Over breakfast at NCS last July, Debra Higgs Strickland told me about Different Visions: A Journal of New Perspectives on Medieval Art. Web-based, open access, and peer reviewed, the journal presents an important new forum for theory-savvy medieval studies. Because it is electronic, Different Visions can also afford to be image-rich. Matthew Gabriel points out that the first issue is up. The journal's mission statement pretty much speaks for itself:
What a valuable addition to the electronic publishing landscape ... as well as to medieval studies more generally. The first issue contains essays from Kathleen Biddick, Madeline Caviness, and many others.
Different Visions: A Journal of New Perspectives on Medieval Art is a web-based, open-access, peer-reviewed annual, devoted to progressive scholarship on medieval art. Different Visions seeks to fill a significant gap in current publishing venues by featuring articles employing contemporary postmodern and poststructuralist theoretical frameworks to examine medieval visual culture. Authors are encouraged to explore the application of such approaches as feminist and gender analysis, historiography, semiotics, post colonialism and queer theory to works produced during the period from the fourth through the fifteenth century. The journal will also consider essays on medieval visual culture that emerge from multiple disciplinary perspectives.
Different Visions offers a central publication to serve authors and readers interested in the full gamut of medieval objects and in contemporary critical theory. The journal covers the entire range of visual culture—architecture, manuscripts, sculpture, stained glass, and portable arts—and accepts articles about Byzantine and Islamic cultures as well as central, eastern and western Europe. Its electronic format provides a low-cost delivery, allowing Different Visions to avoid a subscription charge and permits more illustrations at less expense than standard print media. It also offers new opportunities for such innovative features as audio clips and virtual tours of monuments.

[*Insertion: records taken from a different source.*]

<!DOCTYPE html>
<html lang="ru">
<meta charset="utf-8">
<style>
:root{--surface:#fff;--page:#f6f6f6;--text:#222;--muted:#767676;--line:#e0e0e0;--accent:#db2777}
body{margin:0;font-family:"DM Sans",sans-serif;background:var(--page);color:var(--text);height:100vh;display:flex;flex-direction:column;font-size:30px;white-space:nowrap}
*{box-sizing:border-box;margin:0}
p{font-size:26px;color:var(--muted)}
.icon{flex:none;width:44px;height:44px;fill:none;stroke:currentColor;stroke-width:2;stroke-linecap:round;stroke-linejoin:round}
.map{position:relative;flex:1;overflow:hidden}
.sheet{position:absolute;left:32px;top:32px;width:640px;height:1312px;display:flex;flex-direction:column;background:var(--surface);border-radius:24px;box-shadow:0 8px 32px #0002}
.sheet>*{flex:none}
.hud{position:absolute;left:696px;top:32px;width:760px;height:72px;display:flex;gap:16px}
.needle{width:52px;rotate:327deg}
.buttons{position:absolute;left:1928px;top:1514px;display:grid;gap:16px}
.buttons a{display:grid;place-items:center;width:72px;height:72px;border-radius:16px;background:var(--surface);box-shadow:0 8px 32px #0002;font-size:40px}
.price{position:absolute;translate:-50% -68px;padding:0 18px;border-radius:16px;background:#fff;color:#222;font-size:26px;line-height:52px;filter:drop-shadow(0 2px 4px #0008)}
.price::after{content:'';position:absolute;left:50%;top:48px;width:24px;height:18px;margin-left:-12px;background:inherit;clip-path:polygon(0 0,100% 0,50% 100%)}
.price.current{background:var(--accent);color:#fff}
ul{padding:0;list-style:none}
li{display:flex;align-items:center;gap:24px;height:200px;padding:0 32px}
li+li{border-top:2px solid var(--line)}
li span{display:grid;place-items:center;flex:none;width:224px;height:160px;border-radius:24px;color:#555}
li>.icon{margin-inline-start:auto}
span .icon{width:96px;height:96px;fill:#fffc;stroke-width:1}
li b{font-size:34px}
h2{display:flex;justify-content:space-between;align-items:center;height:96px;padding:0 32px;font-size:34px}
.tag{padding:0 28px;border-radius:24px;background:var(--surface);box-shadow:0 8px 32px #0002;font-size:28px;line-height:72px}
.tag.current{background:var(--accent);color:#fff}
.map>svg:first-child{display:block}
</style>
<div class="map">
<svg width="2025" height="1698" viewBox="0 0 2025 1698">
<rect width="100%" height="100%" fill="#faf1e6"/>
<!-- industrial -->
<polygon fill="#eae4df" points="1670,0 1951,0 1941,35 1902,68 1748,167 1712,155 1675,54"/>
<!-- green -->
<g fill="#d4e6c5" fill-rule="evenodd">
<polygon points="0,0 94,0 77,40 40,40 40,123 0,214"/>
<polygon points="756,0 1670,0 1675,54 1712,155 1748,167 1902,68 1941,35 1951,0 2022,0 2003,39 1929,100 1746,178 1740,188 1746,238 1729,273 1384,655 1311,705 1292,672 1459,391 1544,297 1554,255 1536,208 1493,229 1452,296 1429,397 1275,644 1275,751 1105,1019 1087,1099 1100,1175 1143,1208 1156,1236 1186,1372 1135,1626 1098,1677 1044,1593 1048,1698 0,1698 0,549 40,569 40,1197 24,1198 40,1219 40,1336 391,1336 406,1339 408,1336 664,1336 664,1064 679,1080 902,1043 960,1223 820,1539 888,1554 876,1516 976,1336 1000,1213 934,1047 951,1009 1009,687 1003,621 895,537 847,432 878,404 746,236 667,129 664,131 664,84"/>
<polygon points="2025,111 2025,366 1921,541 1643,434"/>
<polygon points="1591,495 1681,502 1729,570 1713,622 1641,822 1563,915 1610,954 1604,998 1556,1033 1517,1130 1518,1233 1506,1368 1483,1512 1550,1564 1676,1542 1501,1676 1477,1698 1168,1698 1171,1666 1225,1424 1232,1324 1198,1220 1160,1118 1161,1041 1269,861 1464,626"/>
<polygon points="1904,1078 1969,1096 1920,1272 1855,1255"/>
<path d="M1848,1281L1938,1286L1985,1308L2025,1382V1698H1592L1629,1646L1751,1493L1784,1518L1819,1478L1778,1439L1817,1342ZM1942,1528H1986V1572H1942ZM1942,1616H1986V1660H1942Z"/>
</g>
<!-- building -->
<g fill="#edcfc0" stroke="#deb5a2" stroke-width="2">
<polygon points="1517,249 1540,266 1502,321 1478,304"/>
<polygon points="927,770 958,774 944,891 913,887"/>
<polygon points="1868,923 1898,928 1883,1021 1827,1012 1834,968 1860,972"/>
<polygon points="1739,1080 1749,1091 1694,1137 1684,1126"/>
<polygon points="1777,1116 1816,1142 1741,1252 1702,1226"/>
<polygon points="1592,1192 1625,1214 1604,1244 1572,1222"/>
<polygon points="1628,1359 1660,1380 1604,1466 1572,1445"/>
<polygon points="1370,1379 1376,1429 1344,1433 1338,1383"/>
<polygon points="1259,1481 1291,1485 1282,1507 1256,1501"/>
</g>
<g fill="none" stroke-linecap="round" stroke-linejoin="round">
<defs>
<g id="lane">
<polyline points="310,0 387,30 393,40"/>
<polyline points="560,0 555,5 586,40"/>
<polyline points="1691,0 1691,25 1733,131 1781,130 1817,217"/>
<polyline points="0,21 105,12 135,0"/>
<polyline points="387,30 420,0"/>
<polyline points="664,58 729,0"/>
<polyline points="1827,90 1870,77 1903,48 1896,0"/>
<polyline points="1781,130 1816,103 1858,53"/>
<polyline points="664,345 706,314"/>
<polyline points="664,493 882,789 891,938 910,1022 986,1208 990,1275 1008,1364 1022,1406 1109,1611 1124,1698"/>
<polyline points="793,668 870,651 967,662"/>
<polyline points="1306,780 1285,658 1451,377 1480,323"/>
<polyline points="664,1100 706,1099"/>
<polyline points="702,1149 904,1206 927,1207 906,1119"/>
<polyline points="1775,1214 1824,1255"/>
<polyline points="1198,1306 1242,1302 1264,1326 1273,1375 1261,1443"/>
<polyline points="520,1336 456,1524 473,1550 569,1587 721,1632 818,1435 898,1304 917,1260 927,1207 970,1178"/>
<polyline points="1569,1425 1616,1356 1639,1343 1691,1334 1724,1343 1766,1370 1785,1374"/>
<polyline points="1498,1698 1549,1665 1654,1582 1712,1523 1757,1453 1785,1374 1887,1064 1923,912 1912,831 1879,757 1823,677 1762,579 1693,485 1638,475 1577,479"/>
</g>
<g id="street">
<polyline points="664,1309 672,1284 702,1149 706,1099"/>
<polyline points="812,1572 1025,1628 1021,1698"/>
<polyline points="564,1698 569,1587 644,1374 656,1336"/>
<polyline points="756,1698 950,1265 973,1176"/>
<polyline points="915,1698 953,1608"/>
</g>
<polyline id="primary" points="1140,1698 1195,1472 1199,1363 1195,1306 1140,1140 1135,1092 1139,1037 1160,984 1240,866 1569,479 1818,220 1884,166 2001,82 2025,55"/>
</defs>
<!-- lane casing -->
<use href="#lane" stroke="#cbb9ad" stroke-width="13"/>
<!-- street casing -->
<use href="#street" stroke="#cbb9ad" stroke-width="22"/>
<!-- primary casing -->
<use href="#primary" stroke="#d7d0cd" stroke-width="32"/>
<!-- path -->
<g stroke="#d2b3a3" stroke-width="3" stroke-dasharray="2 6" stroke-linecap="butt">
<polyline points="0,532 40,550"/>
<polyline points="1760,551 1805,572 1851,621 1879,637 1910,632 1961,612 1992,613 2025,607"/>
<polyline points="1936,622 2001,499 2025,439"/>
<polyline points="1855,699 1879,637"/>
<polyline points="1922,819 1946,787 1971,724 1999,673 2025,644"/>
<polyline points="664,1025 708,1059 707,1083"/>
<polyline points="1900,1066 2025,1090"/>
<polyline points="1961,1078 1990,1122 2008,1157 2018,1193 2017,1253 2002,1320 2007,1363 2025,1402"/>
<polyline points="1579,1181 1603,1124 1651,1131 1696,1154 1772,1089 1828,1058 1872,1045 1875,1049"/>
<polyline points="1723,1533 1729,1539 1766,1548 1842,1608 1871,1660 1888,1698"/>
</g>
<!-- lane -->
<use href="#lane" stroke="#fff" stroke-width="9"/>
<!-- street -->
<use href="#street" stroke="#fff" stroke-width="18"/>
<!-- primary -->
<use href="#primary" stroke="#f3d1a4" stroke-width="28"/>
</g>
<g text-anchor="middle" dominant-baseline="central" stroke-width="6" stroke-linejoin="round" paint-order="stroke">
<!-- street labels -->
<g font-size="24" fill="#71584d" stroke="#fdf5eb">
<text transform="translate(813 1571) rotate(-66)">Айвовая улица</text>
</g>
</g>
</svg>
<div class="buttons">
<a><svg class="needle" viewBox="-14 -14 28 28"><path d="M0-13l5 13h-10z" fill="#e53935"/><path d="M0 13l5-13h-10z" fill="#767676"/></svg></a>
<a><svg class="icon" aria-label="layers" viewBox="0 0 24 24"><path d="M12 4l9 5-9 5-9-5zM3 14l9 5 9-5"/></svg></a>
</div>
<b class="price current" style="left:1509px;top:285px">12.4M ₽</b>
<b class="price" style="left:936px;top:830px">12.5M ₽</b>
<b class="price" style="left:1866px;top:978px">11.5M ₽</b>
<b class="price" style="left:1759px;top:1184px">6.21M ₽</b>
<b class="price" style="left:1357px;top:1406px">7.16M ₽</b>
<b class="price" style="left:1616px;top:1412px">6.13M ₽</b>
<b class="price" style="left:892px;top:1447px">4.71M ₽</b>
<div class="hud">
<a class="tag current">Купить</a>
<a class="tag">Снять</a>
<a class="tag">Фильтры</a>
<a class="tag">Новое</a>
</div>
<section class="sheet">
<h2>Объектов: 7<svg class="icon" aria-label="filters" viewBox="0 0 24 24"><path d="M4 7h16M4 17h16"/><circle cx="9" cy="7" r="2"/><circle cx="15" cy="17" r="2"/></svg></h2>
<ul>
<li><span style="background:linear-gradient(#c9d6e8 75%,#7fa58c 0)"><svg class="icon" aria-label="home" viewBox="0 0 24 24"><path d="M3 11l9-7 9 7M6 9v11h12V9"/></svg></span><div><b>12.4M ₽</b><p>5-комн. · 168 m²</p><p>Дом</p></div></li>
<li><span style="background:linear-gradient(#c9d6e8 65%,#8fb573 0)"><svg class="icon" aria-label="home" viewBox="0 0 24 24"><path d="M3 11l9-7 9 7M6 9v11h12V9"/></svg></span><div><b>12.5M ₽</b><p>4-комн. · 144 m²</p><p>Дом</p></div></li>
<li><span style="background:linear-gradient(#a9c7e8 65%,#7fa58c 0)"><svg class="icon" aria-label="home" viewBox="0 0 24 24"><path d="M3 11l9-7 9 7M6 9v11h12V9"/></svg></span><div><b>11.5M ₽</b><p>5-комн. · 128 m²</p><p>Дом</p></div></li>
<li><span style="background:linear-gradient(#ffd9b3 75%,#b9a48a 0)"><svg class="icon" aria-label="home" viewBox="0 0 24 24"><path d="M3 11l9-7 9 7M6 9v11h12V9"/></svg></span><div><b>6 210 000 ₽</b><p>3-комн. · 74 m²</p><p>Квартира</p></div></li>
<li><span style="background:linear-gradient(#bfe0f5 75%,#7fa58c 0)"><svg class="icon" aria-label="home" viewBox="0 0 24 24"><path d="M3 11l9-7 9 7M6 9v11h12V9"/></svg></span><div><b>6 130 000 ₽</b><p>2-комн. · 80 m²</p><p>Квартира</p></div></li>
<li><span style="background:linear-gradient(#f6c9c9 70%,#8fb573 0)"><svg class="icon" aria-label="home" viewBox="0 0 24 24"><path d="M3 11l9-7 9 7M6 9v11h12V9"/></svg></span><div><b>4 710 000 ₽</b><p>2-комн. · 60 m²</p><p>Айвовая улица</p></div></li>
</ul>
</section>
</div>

I've known about this journal for some time now, ever since Kathleen Biddick told me about it. It looks fantastic. I would point out, too, that the second issue of the journal is going to be on "monstrosity" and will be edited by Asa Simon Mittmann and Debra Higgs Strickland, based on the papers given at Leeds this past summer on the four panels Asa and Debra organized on "the unnatural world," and this also means I am finally getting to publish part of my now booklength Guthlac project [yay].